47. Comment Marketing. This is an area that must be tread carefully, but if done well, can be very effective. Find content that matches the topic of your content to promote and seek out opportunities to share useful, on-topic comments that include a link to your more in-depth resource. Don’t limit your comments to blogs. Consider mainstream business publications as well – especially those that accept new authors eager to get comments about their contribution.
48. Link building. Find the top ranking content on your topic, then research who is linking to those URLs. Reach out to the link sources and invite them to link to your robust content as well. This approach is too often used and poorly executed, so wins will be few and far between. But it doesn’t take too many links from reputable sources to have a positive impact on the visibility of your content.
49. Sponsor events. Many events will provide opportunities for sponsors to share more than a log0 – content on the conference blog, via attendee newsletter or even in print included in the schwag bag.
50. Make a big ass list like this one! Comprehensive, useful resources often represent content that is worth sharing and linking to. Hopefully readers will feel that way about this post.
Besides this fine list of content amplification tips, I’ve also put together an eBook of recommendations from 10 top marketing influencers and professionals including: Ann Handley, Mike Stelzner, Joe Pulizzi, Mike King, Cathy McPhillips, Sujan Patel, Ursula Ringham, Larry Kim, Carla Johnson, Andrew Davis. That’s right, walking the talk!
If you’re attending the Content Marketing World conference in Cleveland during the first week of September, you’ll want to see if there are any spaces left for this workshop.
Tuesday, Sept. 4th:
Rocket Science Simplified: How to Optimize, Socialize and Publicize B2B Content
I will be covering:
- How to use a “Best Answer” strategy to activate content integration
- How to use keyword & question research to ignite content planning
- How to use Power Pages and SEO best practices for organic liftoff
- How to use the magic of repurposing social content for promotion
- How to use outreach tactics that will fuel blog and media coverage of your campaigns
Basically, much of what you need to know to make sure your content is visible and not just good looking.
Wednesday, September 5th I will be giving a presentation for B2B marketers on influencer marketing:
The Confluence Equation: How Content and Influencers Drive B2B Marketing Success.
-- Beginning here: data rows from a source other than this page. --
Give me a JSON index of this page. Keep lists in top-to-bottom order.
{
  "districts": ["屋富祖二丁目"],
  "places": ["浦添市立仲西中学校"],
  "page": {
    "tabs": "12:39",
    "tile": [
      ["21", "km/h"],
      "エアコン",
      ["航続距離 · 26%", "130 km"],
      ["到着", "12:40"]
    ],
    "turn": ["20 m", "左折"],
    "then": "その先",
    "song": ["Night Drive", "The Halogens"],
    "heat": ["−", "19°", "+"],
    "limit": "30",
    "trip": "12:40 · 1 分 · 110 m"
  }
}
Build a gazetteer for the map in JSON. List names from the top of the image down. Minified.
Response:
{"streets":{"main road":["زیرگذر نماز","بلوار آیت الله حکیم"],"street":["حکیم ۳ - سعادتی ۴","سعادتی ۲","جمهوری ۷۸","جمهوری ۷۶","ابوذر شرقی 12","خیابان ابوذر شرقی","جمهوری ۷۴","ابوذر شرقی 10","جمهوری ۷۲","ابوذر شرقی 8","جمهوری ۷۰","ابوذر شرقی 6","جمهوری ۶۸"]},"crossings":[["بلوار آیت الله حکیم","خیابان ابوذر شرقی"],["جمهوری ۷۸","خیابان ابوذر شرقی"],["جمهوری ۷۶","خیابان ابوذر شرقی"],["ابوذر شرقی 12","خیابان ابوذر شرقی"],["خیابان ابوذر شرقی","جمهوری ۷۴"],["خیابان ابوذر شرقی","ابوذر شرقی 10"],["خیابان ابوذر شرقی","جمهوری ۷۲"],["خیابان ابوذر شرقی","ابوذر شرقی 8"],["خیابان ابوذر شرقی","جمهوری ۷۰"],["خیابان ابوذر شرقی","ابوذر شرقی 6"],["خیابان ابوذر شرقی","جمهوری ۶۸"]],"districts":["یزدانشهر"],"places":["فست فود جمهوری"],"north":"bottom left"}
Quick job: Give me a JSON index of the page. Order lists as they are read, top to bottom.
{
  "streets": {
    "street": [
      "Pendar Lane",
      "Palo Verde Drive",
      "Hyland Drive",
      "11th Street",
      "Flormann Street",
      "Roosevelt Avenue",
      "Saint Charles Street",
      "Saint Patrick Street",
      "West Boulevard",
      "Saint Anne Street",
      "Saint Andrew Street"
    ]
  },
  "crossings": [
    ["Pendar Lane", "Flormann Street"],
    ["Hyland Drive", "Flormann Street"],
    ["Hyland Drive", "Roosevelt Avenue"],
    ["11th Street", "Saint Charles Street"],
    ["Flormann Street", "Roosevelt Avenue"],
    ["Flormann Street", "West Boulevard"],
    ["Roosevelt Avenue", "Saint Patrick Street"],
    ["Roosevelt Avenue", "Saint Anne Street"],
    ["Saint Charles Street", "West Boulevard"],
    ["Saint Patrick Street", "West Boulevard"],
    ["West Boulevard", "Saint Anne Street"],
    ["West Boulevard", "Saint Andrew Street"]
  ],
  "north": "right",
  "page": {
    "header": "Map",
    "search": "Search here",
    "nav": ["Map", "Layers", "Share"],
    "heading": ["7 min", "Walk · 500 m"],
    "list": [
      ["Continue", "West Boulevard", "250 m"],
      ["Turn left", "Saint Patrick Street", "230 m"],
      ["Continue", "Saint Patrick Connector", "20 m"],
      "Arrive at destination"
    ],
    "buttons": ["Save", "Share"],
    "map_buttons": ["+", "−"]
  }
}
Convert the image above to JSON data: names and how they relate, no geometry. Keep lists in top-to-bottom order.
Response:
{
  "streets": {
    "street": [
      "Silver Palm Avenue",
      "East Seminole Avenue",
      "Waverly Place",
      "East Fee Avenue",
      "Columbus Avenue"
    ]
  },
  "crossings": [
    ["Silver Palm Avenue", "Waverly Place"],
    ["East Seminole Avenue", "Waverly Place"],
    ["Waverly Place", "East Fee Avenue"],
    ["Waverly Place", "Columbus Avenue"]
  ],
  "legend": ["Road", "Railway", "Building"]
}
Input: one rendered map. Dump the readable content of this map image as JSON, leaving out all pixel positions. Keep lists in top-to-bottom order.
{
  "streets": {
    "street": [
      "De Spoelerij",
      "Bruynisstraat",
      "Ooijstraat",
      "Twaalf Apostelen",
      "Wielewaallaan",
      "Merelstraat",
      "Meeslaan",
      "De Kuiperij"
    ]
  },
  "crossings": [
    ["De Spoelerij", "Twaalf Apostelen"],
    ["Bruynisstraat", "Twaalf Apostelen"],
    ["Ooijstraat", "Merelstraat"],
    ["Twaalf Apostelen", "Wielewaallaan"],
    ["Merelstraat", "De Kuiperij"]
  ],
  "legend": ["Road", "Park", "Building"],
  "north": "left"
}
What’s the secret formula to scalable, quality content? Find out how B2B brands, big and small like SAP, Dell, Cherwell and DivvyHQ are able to create more awareness, engagement and pipeline with the confluence equation. In this presentation you will:
- Learn the Influencer Marketing Maturity Model and where your brand fits
- Explore how a modular approach to influencer content can fuel cross-channel campaigns
- Learn how to get the best of both worlds: campaigns and always on programs
- Understand which technologies are available to facilitate influencer identification, engagement and performance reporting
Joining me at Content Marketing World is Ashley Zeckman, Digital Strategy Director at TopRank Marketing. She’s going to be busting some influencer marketing myths in her presentation.
Thursday, September 6th:
Influencer Marketing is only for B2C Brands (& Other Lies Your Parents Told You). Here’s what you can expect from Ashley:
- A dive into 3 stories of successful content and influencer marketing in action.
- Steps for creating a stellar experience for your audience and your influencers.
- Scrappy ideas for collaborating with influencers when you have limited time and resources.
- Bonus: Formulas for determining content and influencer marketing ROI
But wait, there’s more! We have more TopRank Marketing team members attending the CMWorld conference including Account Manager, Jane Bartel, Senior Content Strategist, Nick Nelson and Content Strategist, Anne Leuman who will be on hand attending sessions and live-blogging. Be sure to follow us on Twitter at @toprank and check out our live conference coverage here on the Online Marketing Blog.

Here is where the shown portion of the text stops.